Bill to reduce driving would hamper economic growth, stakeholders warn

Bill to reduce driving would hamper economic growth, stakeholders warn
SB 6335 aims to reduce driving by adding vehicle mileage reduction goals to city and county planning under the state Growth Management Act (GMA). Photo:

A Senate bill aims to reduce the amount of miles Washingtonians drive through amendments to the state Growth Management Act (GMA). SB 6335 introduced by Rep. Jesse Salomon (D-32) would add climate change and greenhouse gas emission reduction (GHG) as part of planning requirements for certain counties, most of them located in western Washington. Local government advocates and business groups testifying at a Jan. 21 public hearing of the Senate Committee on Local Government warned that the proposal would both undermine economic development and guarantee legal fights.

“I think no matter what happens we will get sued, I guarantee you,” San Juan County Commissioner Rick Hughes said.

Association of Washington Business Government Affairs Director Mike Ennis made a similar prediction. “Additional requirements will increase costs in permitting times and more importantly open the door for litigation.”

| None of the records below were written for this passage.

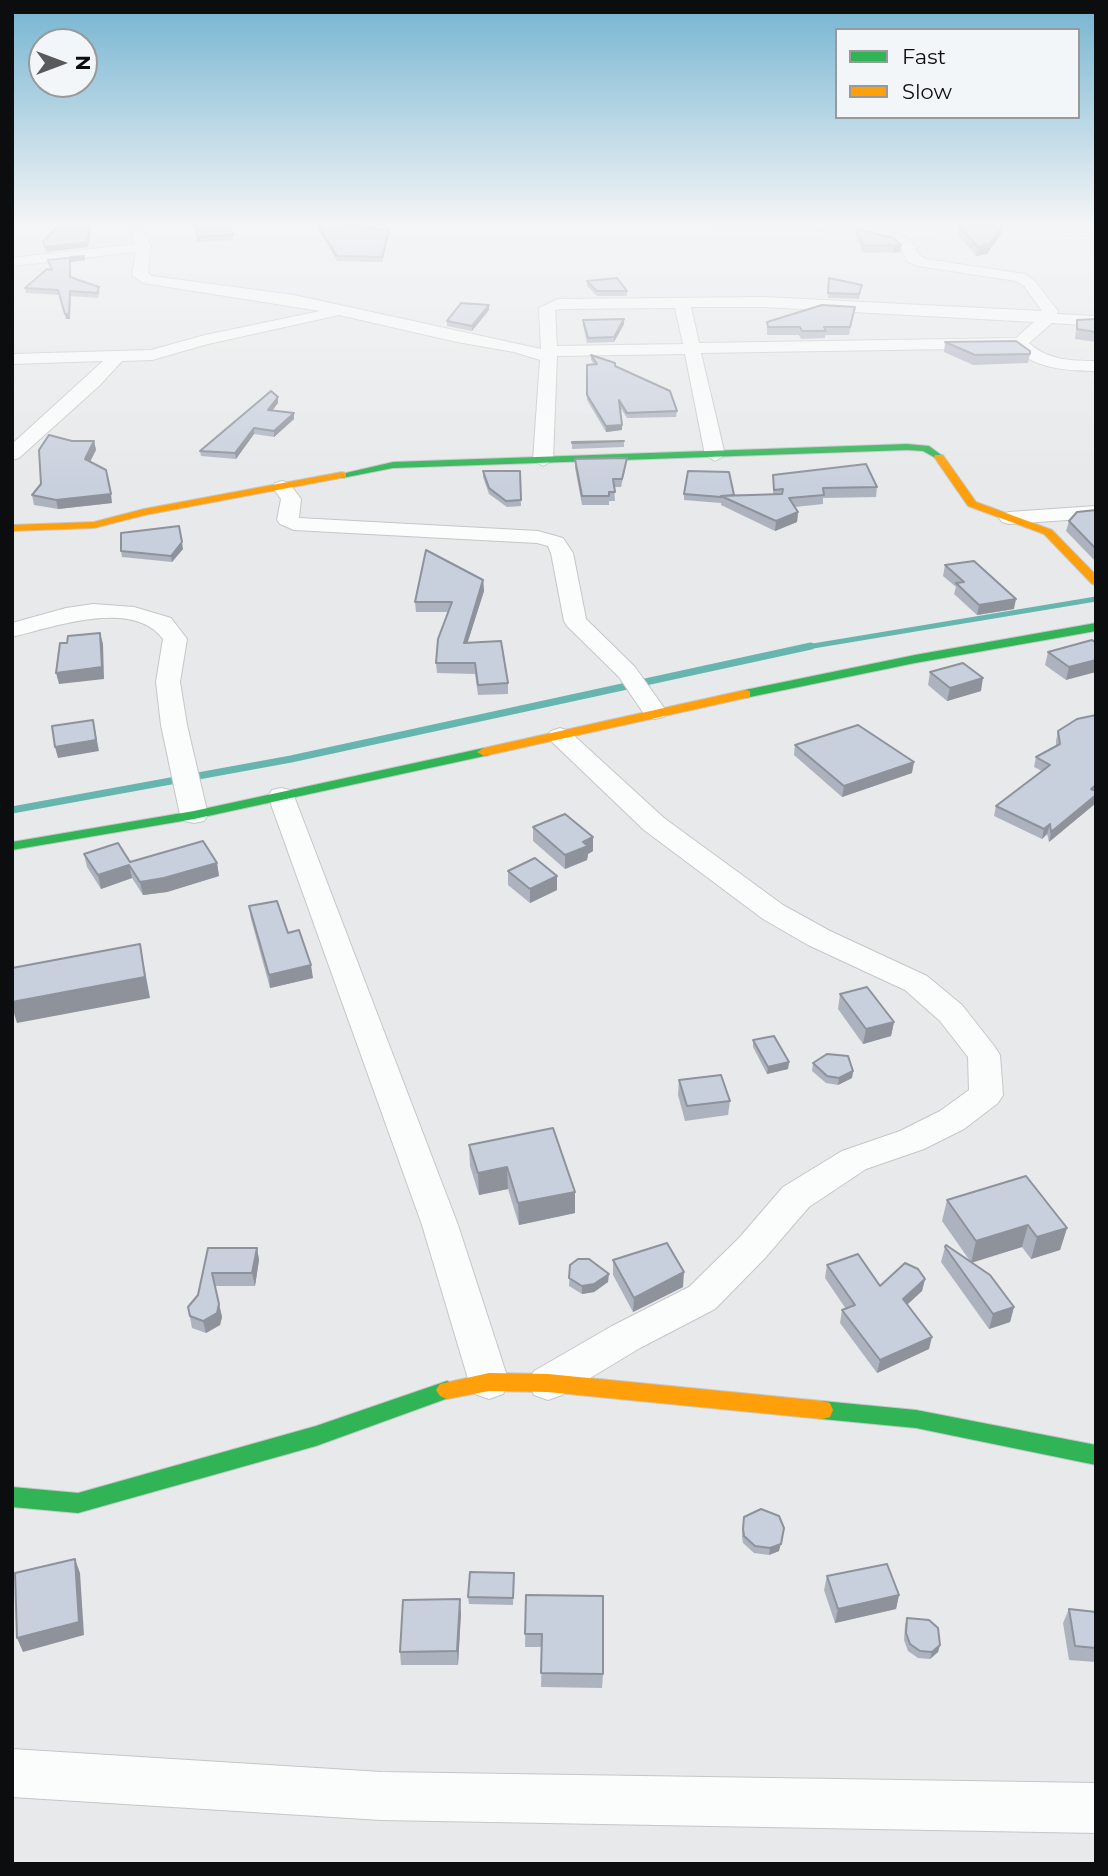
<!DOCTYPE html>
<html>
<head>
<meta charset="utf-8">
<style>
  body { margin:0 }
  #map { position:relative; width:1108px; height:1876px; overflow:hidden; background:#e7e9ea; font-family:Montserrat,sans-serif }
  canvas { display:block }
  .frame { position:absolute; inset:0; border:14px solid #0c0d0e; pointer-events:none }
  .legend { position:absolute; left:835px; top:28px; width:245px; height:91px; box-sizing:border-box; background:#f3f6f8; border:2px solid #97999a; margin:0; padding:9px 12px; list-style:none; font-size:21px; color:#0c0d0e }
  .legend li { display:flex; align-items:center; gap:14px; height:35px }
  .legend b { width:35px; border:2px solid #97999a }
  .north { position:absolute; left:28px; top:28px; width:70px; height:70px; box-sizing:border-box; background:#f3f6f8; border:2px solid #97999a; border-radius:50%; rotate:90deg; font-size:19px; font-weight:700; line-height:28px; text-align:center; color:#0c0d0e }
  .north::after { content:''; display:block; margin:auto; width:24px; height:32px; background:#595a5b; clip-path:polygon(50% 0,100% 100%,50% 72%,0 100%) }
</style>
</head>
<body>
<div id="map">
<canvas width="1108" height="1876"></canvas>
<div class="frame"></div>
<ul class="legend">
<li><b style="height:9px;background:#30b455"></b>Fast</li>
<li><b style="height:9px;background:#ff9f0a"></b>Slow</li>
</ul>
<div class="north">N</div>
</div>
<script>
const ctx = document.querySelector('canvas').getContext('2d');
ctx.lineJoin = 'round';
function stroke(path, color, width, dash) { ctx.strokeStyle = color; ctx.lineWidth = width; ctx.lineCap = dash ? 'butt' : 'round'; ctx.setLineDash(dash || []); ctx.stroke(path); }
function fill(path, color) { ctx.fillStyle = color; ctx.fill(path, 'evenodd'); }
stroke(new Path2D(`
  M801,648l295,-49`), '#66b5af', 5);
stroke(new Path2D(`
  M12,810l279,-51 520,-113`), '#66b5af', 7);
const street = new Path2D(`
  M126,223h14l11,24 -3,26 4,3 142,19 247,54 -2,-41 19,-9 206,-2 278,14 -18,-25 -8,-5 -98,-15 -10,-4 -9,-17 -5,-3 -44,-10 -132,-5 -7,-4 385,1v8l-213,-1c10,2 22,3 28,11 6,7 5,13 15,17l99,15 9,6 24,31 -1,3 39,2v10l-44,-3 -23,20c18,17 44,18 67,18v10c-26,0 -62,-2 -81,-23l-314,5 24,102 -10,6 -10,-6 -20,-101 -128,2 -4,104 -10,6 -10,-6 7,-100 -26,-8 -57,-10 -118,-27 -131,29 -56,16 -30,1 -22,24 -81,73 -7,2v-16l91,-83 -91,3v-10l139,-4 54,-15 115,-24 -177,-28 -11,-8 4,-23 -124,14v-8l123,-14zM691,307h73l270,15 -18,16 -317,5zM675,308l8,36 -126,2 -2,-36 5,-1z
  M282,481l7,2 12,16 -2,19 239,13 25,7 10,15 13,66 49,48 32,45 -3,5 -9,2 -9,-2 -27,-40 -52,-51 -3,-5 -13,-68 -3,-7 -11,-3 -243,-13 -14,-6 -3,-4 4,-21 -9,-12 3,-4z
  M1096,506v12l-87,6 -7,-2 -3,-4 3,-4 7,-2z
  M93,604l41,3 37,11 16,21 -7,43 7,43 21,90 -4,6 -10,2 -10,-2 -4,-6 -19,-90 -5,-43 7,-43c-30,-41 -110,-12 -151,-2v-14l54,-15z
  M560,728l9,3 95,87 119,87 47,26 97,45 35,29 33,42 5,8 3,40 -5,8 -34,26 -40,20 -58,20 -57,38 -44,51 -50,51 -75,39 -78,47 -14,5 -14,-5 -6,-12 6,-12 78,-45 77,-39 50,-49 44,-51 59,-36 58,-20 40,-20 29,-21 -1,-33 -28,-36 -35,-31 -97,-45 -45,-26 -119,-89 -93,-89 -4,-5 4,-5z
  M281,788l9,2 4,6 164,429 51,157 -6,12 -14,5 -14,-5 -6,-12 -47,-157 -154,-429 4,-6z
  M12,1749l369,23 715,11v50l-715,-13 -369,-23z`);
const fast = new Path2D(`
  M907,444l22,2 15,11 -5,3 -16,-9 -16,-1 -514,18 -51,10 -5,-3 56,-13z
  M1096,623v8l-181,32 -170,35 -6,-4 6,-4 170,-35z
  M484,748l7,4 -2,3 -295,64 -182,31v-8l182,-31z
  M447,1381l7,3 4,6 -4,6 -138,50 -238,67 -66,-6v-20l66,6 238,-67z
  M822,1401l94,9 180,35v20l-180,-37 -94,-9 -8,-2 -3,-7 3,-7z`);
const slow = new Path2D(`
  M935,455h8l33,47 76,28 44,45v10l-4,-1 -48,-50 -76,-28 -34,-49z
  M342,472l4,1v4l-201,38 -51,13 -82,3v-6l82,-3 50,-13z
  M745,690l5,1v6l-266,59 -7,-4 7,-4z
  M489,1373l59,1 274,27 8,2 3,7 -3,7 -8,2 -274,-27 -59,-1 -42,8 -7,-3 -4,-6 4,-6z`);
stroke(street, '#c5c7c7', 2);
stroke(fast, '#c5c7c7', 2);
stroke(slow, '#c5c7c7', 2);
fill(street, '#fbfcfc');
fill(fast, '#30b455');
fill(slow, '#ff9f0a');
fill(new Path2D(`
  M230,223l3,17 -36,2v-5z
  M316,223h20l53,11 -7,28 -45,-1 -21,-35z
  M958,225h45l-2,9 -14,20 -11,2 -19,-22z
  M857,229l44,16 -1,7 -37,1 -7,-17z
  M84,256l1,4 -14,2v15l29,15 -2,6 -27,-2 -1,23h-4l-7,-24 -33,-2 -1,-5 26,-18z
  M829,278l33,7 -3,14 -31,-1z
  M587,281l40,10v5h-30l-10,-10z
  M855,307l-6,28h-24v3l-24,1 -2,-4h-32v-13z
  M489,310l-17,21 -25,-5v-5z
  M1096,319v23l-21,-3 2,-19z
  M583,320l41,4 -10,18 -27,1 -4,-18z
  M945,342l85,12 -2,9 -55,2 -29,-13z
  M591,355l24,11 62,45 -1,6 -49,1 -7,-11 2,23 -16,2 -19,-32v-35l7,-1 -3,-4z
  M278,403l-6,7 22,3v6l-20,18 -20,-3 -18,25 -35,-3 -1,-5z
  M72,441h22l2,9 -6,11 22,42 -54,6 -24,-4 -2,-10z
  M624,441v6l-52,2v-7z
  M627,458l-1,8 -5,21h-7l1,14h-6v4h-27l-7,-37v-9z
  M483,471h37l1,35 -14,1 -18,-13 -6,-17z
  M773,475l104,12 -1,10 -53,1v6l-28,3 3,5 -1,10 -22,9 -54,-26v-2l-37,-3v-6l89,1z
  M1096,510v52l-30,-31 3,-10z
  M183,549l-11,13 -50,-5 -1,-6z
  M945,565l69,44 -37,6 -23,-21 2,-7 -13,-11z
  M483,580l1,11 -17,52 41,40v11l-30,1 -3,-21 -38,-1 -1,-10 12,-51h-32l-1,-10z
  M1092,640l-26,40 -21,-15 3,-13z
  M930,672l51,19 -34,10 -19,-16z
  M1096,715v88l-47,39 -2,-8 -5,5 -48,-23 2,-10 46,-35 -8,-4 2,-10 20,-11v-5l2,-10z
  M795,745l117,28 -70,24 -48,-42z
  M533,827l60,24 -5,3 -1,6 -22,9 -32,-28z
  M84,854l46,8 87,1 2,13 -52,16 -24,3 -11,-17 -31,11 -14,-22z
  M508,871l49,19 -27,13 -22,-18z
  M249,906l39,27 25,45 -43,10 -19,-69z
  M840,994l54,28 -3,14 -28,8 -25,-35z
  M753,1040l36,22 -1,7 -21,5 -14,-27z
  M813,1063l40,8 -1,7 -14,7 -12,-2 -14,-12z
  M679,1080l51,21 -2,14 -43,6 -7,-26z
  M469,1145l106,47v21l-56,12 -11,-36 -29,6 -9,-29z
  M947,1200l120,28 -7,22 -29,9 -9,-12 -51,15 43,45 -4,15 -21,7 -48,-67 4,-15 25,14 -28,-40z
  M208,1248h49l2,12 -4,26h-40l7,31 -2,8 -14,8 -14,-5 -4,-21 10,-12z
  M613,1260l70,27 -50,25 -20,-37z
  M570,1265l38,17 -14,10 -12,2 -13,-8z
  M827,1265l53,21 45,-7 -3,12 -15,14 22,44 -52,24 -37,-50 2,-13 4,-1 -21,-31z
  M744,1517l35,34 -10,4 -15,-2 -11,-10 -1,-6z
  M514,1573l-1,32 -44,-1 -1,-7z
  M827,1576l72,19 -3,14 -61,14 -11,-33z
  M526,1595l77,79 -1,14 -61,-1 1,-40h-17z
  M1069,1609l27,3v50l-27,-2 -6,-37z
  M461,1613l-3,52h-57l-1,-13z
  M907,1618l33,27 -2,7 -8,7 -12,-1 -10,-7 -4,-11 1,-15z`), '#adb3be');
fill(new Path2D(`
  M90,223h2l-4,24 -42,5 -1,-5z
  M1003,225l-2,9 -14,20 -11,2 2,-9z
  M389,230v4l-7,28v-5z
  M901,245l-1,7 -7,1 1,-7z
  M84,256l1,4 -14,2v20l-1,-25z
  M70,291v28h-4l-1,-5z
  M489,305v5l-17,21v-5z
  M624,319v5l-10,18v-5z
  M278,397v6l-9,12 -1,-5z
  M294,413v6l-20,18v-6z
  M622,425v5l-16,2v-6z
  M254,428v6l-18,25 -1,-6z
  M94,441l2,9 -9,18 -2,-9z
  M111,494l1,9 -54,6 -2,-9z
  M798,512l-1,10 -22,9 1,-10z
  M182,542l1,7 -11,13 -1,-6z
  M483,580l1,11 -20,63v-11z
  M1016,599l-2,10 -37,6 2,-10z
  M100,633l3,11 1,35 -45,5 -3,-11z
  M1096,660v12l-30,8 3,-13z
  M983,678l-2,13 -34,10 3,-13z
  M93,720l6,31 -41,7 -3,-11z
  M914,762l-2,11 -70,24 2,-11z
  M1096,795v8l-47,39 2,-10z
  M1050,824l-3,10 -5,5 2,-10z
  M593,837v14l-5,3 -1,6 -22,9v-14l18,-13z
  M217,863l2,13 -52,16 -24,3 -3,-13z
  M129,865l3,13 -31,11 -3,-14z
  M557,876v14l-27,13v-14z
  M140,944l10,54 -133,25 -5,-16v-5z
  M311,965l2,13 -43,10 -1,-13z
  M894,1022l-3,14 -28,8 3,-15z
  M789,1062l-1,7 -21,5 1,-7z
  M853,1071l-1,7 -14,7 1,-7z
  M507,1167l1,22 -29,6 -1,-22z
  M575,1192v21l-56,12 -1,-22z
  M1028,1225l-6,22 -51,16 5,-22z
  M1067,1228l-7,22 -29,9 6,-22z
  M257,1248l2,12 -4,26 -3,-13z
  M684,1272l-1,15 -50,25 1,-14z
  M609,1274l-1,8 -14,10 -12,2v-8z
  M925,1279l-3,12 -22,20 3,-12z
  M219,1304l3,13 -2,8 -14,8 -3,-12z
  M1014,1307l-4,15 -21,7 4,-15z
  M932,1337l-3,12 -52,24 3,-13z
  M783,1535l-4,16 -10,4 1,-7z
  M75,1559l5,14 4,62 -61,17 -6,-14z
  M899,1595l-3,14 -61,14 3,-14z
  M460,1599l1,14 -3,52 -1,-14z
  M940,1645l-2,7 -8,7 2,-7z`), '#8d929b');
const building = new Path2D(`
  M60,223h30l-3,19 -42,5 -2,-5z
  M196,223h34l3,12 -36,2z
  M317,223h19l53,7 -7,27 -45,-1z
  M958,225h45l-14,19 -11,3z
  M857,229l37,9 7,7 -37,1z
  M84,256l-14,1v20l29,10 -2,6 -27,-2 -1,23h-4l-7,-24 -33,-2 22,-19 5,1 -4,-10z
  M617,278l10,13h-30l-10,-10z
  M829,278l33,7 -3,9 -31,-1z
  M461,303l28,2 -17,21 -25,-5z
  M822,305l33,2 -5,20h-26l2,4h-24l-2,-4h-32l-1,-5z
  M624,319l-10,18 -26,1 -5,-18z
  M1096,319v13l-19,-3v-9z
  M1016,341l14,10v3l-55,1 -30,-13z
  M591,355l24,8v3l55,25 7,20 -50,2 -8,-13 3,25 -16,1 -19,-31v-30l10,-1z
  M271,391l7,6 -10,13 26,3 -20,18 -20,-3 -19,25 -35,-2z
  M49,435l23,6h22l-9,18 21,11 5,24 -55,6 -24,-5 9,-11 -2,-34z
  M624,441l-52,2v-1z
  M627,458l-5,21h-9l2,13h-6v4h-27l-7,-37z
  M866,464l11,23 -54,1 1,7 -35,3 9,14 -22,9 -55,-25 61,-2 1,-5 -9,1 -1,-15z
  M483,471h37l1,29 -15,1 -17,-13z
  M688,471l41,1 5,23 -13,1v1l-37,-3z
  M1096,510v39l-27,-28 8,-9z
  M179,526l3,16 -11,14 -50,-5v-18z
  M426,550l57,30 -19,63 37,-2 7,42 -30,2 -3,-22h-39l2,-24 14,-37h-37z
  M974,561l42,38 -37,6 -23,-22 8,-1 -19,-17z
  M100,633l2,34 -46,6 4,-30h7l1,-7z
  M1092,640l4,3v17l-27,7 -21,-15z
  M963,663l20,15 -33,10 -20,-16z
  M1096,715v70l-5,4 5,2v4l-45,37 -1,-8 -6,5 -48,-23 54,-41 -14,-8 24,-13 -2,-13 19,-12z
  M93,720l3,20 -41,7 -3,-21z
  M858,725l56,37 -70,24 -49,-41z
  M565,814l28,23 -10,5 5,4 -23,9 -32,-28z
  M203,841l14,22 -53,15 -24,4 -11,-17 -31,10 -14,-21 34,-11 12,19z
  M535,858l22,18 -27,13 -22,-18z
  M277,901l11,32 11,-3 12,35 -42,10 -20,-69z
  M140,944l5,33 -133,25v-34z
  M867,987l27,35 -28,7 -26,-35z
  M774,1036l15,26 -21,5 -15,-27z
  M827,1054l21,2 5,15 -14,7 -12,-2 -14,-13z
  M721,1075l9,26 -43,5 -8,-26z
  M553,1128l22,64 -57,11 -11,-36 -29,6 -9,-28z
  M1026,1176l41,52 -30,9 -9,-12 -52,16 -29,-41z
  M667,1243l17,29 -50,26 -21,-38z
  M946,1245l44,30 24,32 -21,7 -48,-67z
  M208,1248h49l-5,25h-40l7,31 -2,9 -14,8 -13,-5 -2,-9 10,-12z
  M858,1254l22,32 25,-23 13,6 7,10 -22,20 29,38 -52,23 -38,-50 13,-5 -28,-40z
  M578,1259h11l20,15 -15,10 -12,2 -13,-8 1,-13z
  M761,1509l18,7 5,12 -3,16 -11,4 -15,-2 -11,-10 -1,-7 1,-12z
  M75,1559l4,63 -62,16 -2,-65z
  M887,1564l12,31 -61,14 -11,-33z
  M470,1572l44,1 -1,25 -45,-1z
  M526,1595l77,1v78l-62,-1 1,-39h-17z
  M460,1599l-3,52 -57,1 3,-52z
  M1069,1609l27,3v36l-21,-2z
  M907,1618l22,2 9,8 2,17 -8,7 -12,-1 -10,-7 -4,-11z`);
fill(building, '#c9d0dd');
stroke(building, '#8d929b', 2);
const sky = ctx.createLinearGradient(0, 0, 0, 486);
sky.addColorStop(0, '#74b4d1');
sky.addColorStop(0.46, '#f4f5f6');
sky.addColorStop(1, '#f4f5f600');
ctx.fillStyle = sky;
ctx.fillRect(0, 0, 1108, 486);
</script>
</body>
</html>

Created by the state legislature in the early 1990s, GMA is intended to prevent urban sprawl by encouraging growth within designated areas. As part of the law, regional and local governments must update comprehensive plans that determine land use and zoning policies. Part of those plans involve population and employment projections or targets.

At the same time, the Washington State Department of Transportation (WSDOT) since 2008 has sought to reduce vehicle miles driven per capita. Its goal for 2020 was to reduce driving by 18 percent. However, the 2018 Biennial Transportation Attainment Report found that traffic has actually increased across the entire state.

Under SB 6335, regional and local comprehensive plans would have to include strategies to reduce vehicle miles in support of both WSDOT’s goals and the state’s 2008 GHG emission reduction goals. Additional planning requirements would be imposed on cities and counties who meet the following criteria:

  • Population larger than 100,000 and west of the Cascade mountains;
  • Unincorporated population of less than 40,000 located east of the Cascades;
  • Population larger than 90,000 but with an unincorporated population of less than 15,000, and located east of the Cascades; and
  • A population larger than 500,000 and located east of the Cascades.

If enacted, the bill would have the state Department of Commerce set GHG reduction goals for the cities and counties that would be incorporated into their respective comprehensive plans. Regional transportation planning organizations within affected jurisdictions would also have to adopt a vehicle mile reduction plan.

Futurewise lobbyist Bryce Yadon told the committee that “this is really getting at the heart of what we believe we need to be working at and changing.”

The bill is closely tied to another piece of legislation also sponsored by Solomon that was examined during the public hearing. SB 6453 adds climate change to one of the planning goals under GMA.

Salomon told colleagues that “part of my reason for introducing the elements bill (SB 6335) is to create a discussion. I recognize there is a fiscal impact to localities.”

Although signed in as “other” on the bill, Association of Washington Cities Government Relations Advocate Carl Schroeder warned the committee that there is “a lot of complicated ideas and ramifications in these proposals. We’re pretty concerned that we’re going to be put in the crosshairs in terms of the local response to this.”

He added that efforts to reduce driving are at odds with economic growth. “What does this mean for any growth outside of the areas that are served by good transit access? Any of that growth is, by its very nature, going to increase the miles. What happens in a community like Kent which is heavily dependent on warehousing? If they’re going to permit more warehouses, that’s going to bring more trucks onto the road…so as a consequence of this, would they be prohibited from permitting that sort of activity because it’s inconsistent with the overall state climate reduction efforts?”

That perspective was shared by Washington Farm Bureau Director of Government Relations Tom Davis. “I don’t know how in the world you would apply and actually succeed in reducing miles driven and (still) maintain the economic viability of our farmers. We have to oppose this bill just to protect our farmers.”

The new planning would also add to local government costs. Washington Association of Counties Policy Director Paul Jewell told legislators: “many counties simply lack the technical skills and the technical personnel and the personnel needed to really focus on this. They’re going to need state support. The problem of course with that is there’s not…strong history of state support where planning is concerned. We’re always the ones left holding the bag with regard to the costs for ongoing updates and the implementation and all the liability.”

No further action is scheduled for either bill at this time.